- _Work required_: A single figure is required: the number of lines in the listing below containing the word "Instruction".

- _Data under study_:
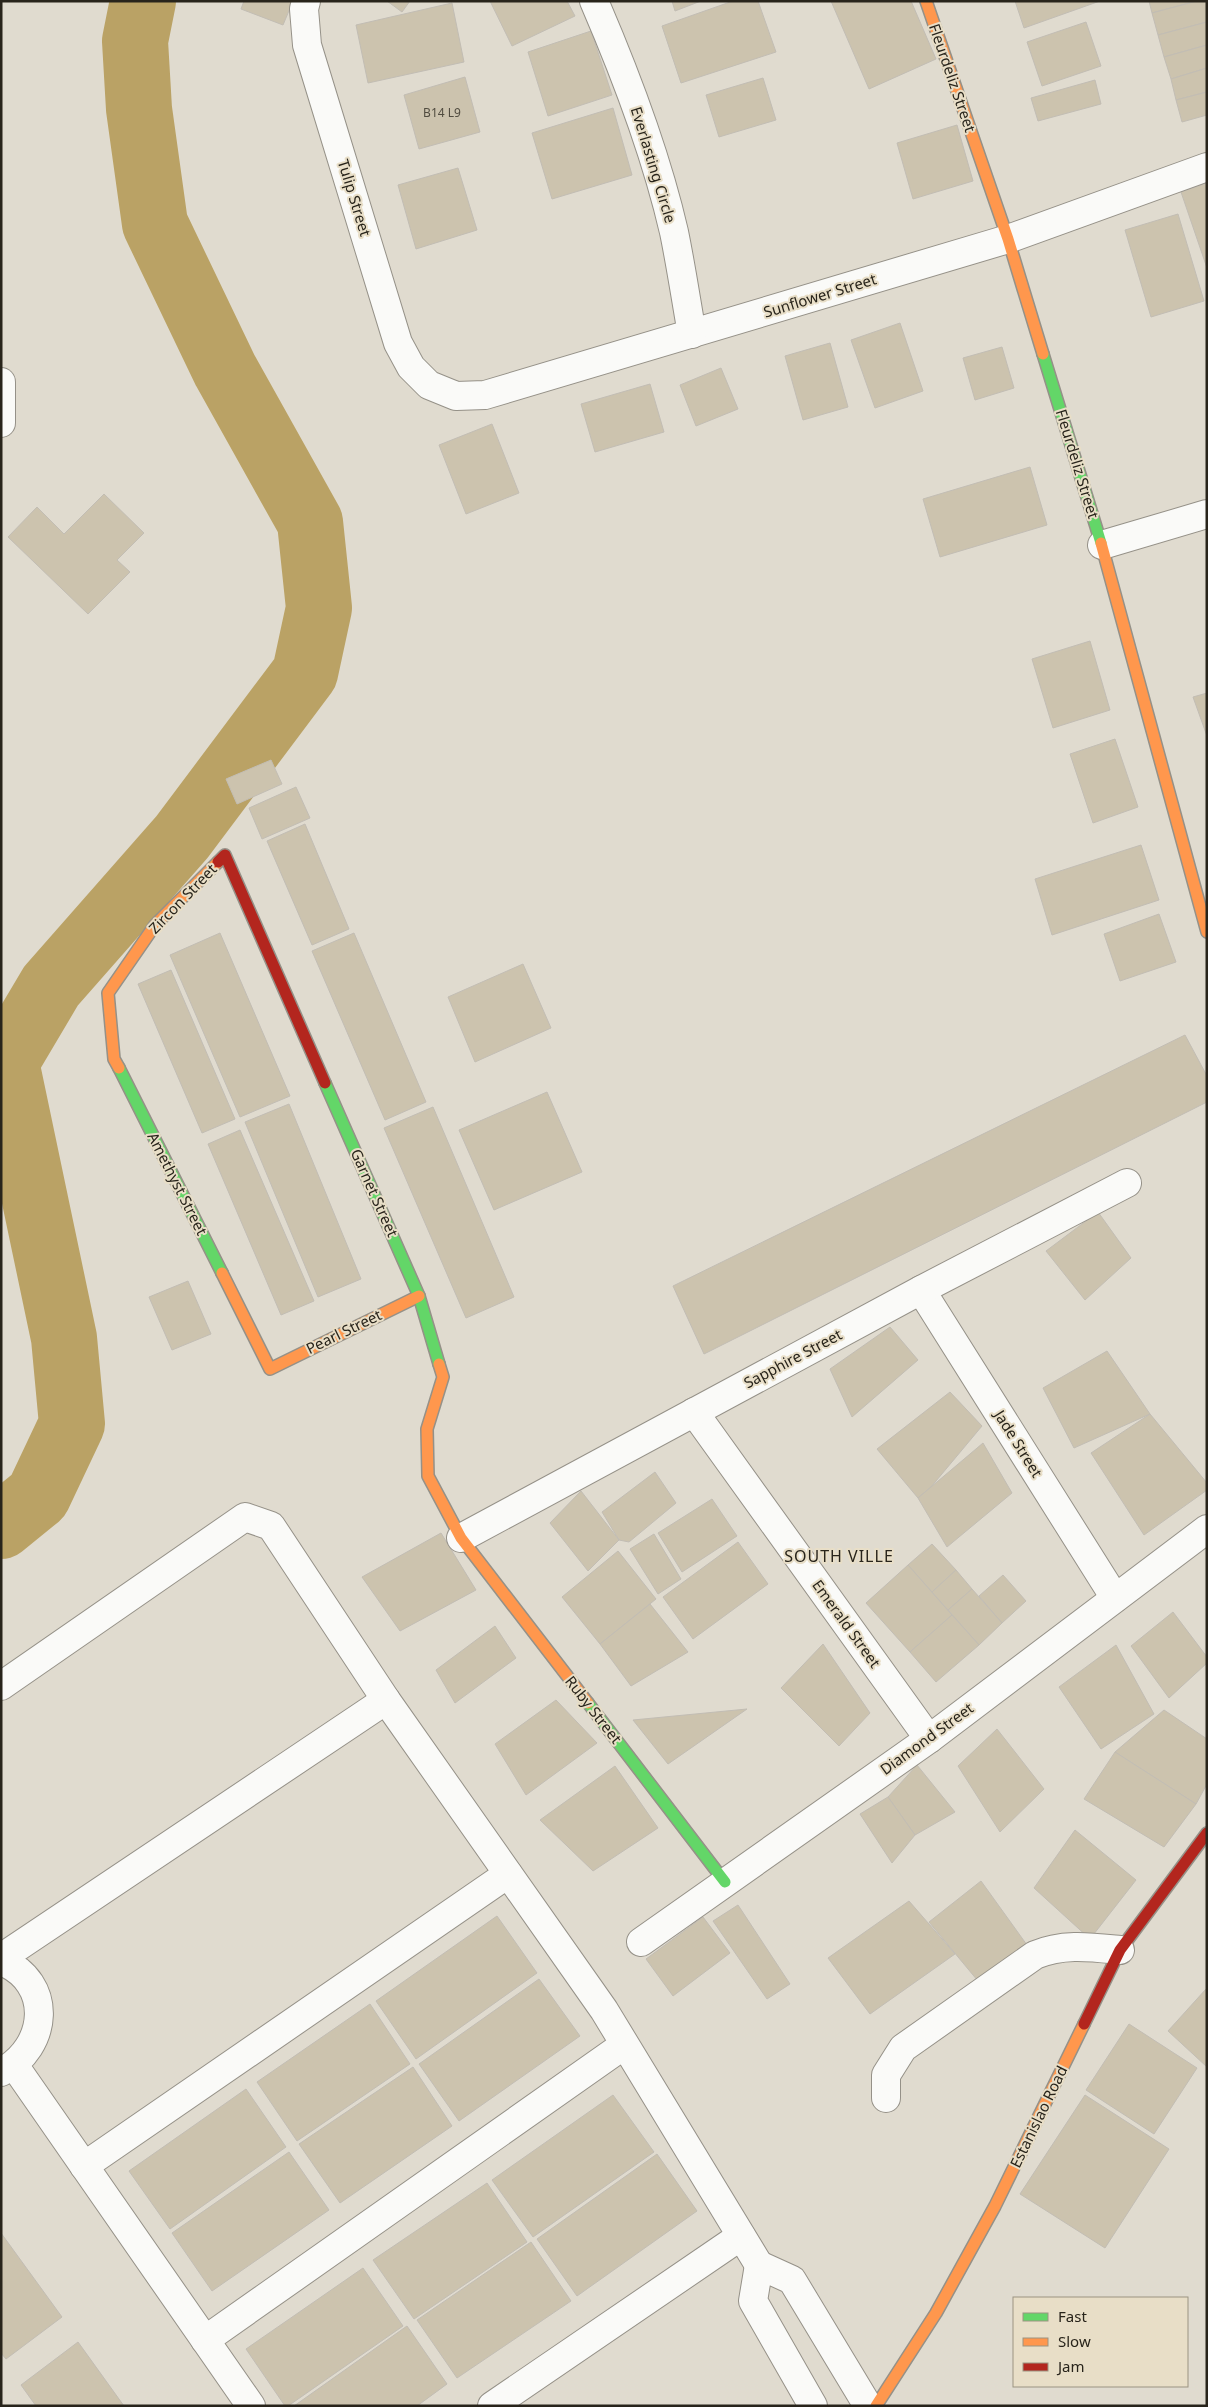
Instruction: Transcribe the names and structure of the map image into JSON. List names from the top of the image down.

---

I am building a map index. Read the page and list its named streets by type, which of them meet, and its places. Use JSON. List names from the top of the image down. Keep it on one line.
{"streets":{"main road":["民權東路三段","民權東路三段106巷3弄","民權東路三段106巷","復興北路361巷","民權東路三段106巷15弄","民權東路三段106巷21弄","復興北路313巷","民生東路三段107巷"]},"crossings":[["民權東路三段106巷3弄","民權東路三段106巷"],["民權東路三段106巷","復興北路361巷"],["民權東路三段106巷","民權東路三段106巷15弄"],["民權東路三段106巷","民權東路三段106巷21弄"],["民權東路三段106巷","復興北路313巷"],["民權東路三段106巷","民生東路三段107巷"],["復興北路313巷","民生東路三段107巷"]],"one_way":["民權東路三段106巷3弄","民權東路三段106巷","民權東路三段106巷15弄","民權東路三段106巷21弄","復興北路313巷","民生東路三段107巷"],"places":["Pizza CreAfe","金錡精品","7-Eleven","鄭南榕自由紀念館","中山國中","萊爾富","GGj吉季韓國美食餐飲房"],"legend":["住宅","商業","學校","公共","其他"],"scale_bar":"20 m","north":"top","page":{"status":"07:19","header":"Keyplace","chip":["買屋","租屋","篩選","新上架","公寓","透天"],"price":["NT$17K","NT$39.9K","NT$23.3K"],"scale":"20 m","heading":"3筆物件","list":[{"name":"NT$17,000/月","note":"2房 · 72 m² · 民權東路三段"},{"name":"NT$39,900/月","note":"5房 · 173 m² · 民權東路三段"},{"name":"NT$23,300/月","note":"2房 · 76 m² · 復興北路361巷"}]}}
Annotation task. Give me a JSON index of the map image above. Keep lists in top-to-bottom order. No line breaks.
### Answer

--

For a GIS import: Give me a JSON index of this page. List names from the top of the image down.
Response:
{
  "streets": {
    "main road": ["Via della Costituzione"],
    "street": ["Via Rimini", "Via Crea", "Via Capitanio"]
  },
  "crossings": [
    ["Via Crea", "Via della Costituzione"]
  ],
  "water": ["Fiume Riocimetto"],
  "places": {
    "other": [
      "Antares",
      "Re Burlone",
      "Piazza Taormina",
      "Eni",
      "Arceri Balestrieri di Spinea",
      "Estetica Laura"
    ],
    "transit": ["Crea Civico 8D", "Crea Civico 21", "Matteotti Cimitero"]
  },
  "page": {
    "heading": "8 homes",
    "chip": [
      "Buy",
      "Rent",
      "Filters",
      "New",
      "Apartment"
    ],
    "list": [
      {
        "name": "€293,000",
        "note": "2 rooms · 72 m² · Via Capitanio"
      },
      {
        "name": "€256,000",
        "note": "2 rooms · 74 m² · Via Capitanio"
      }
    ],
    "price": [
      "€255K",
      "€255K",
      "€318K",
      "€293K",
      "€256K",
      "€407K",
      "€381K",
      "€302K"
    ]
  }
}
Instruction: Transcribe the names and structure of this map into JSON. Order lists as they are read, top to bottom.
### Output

- _Solution for this problem_: 2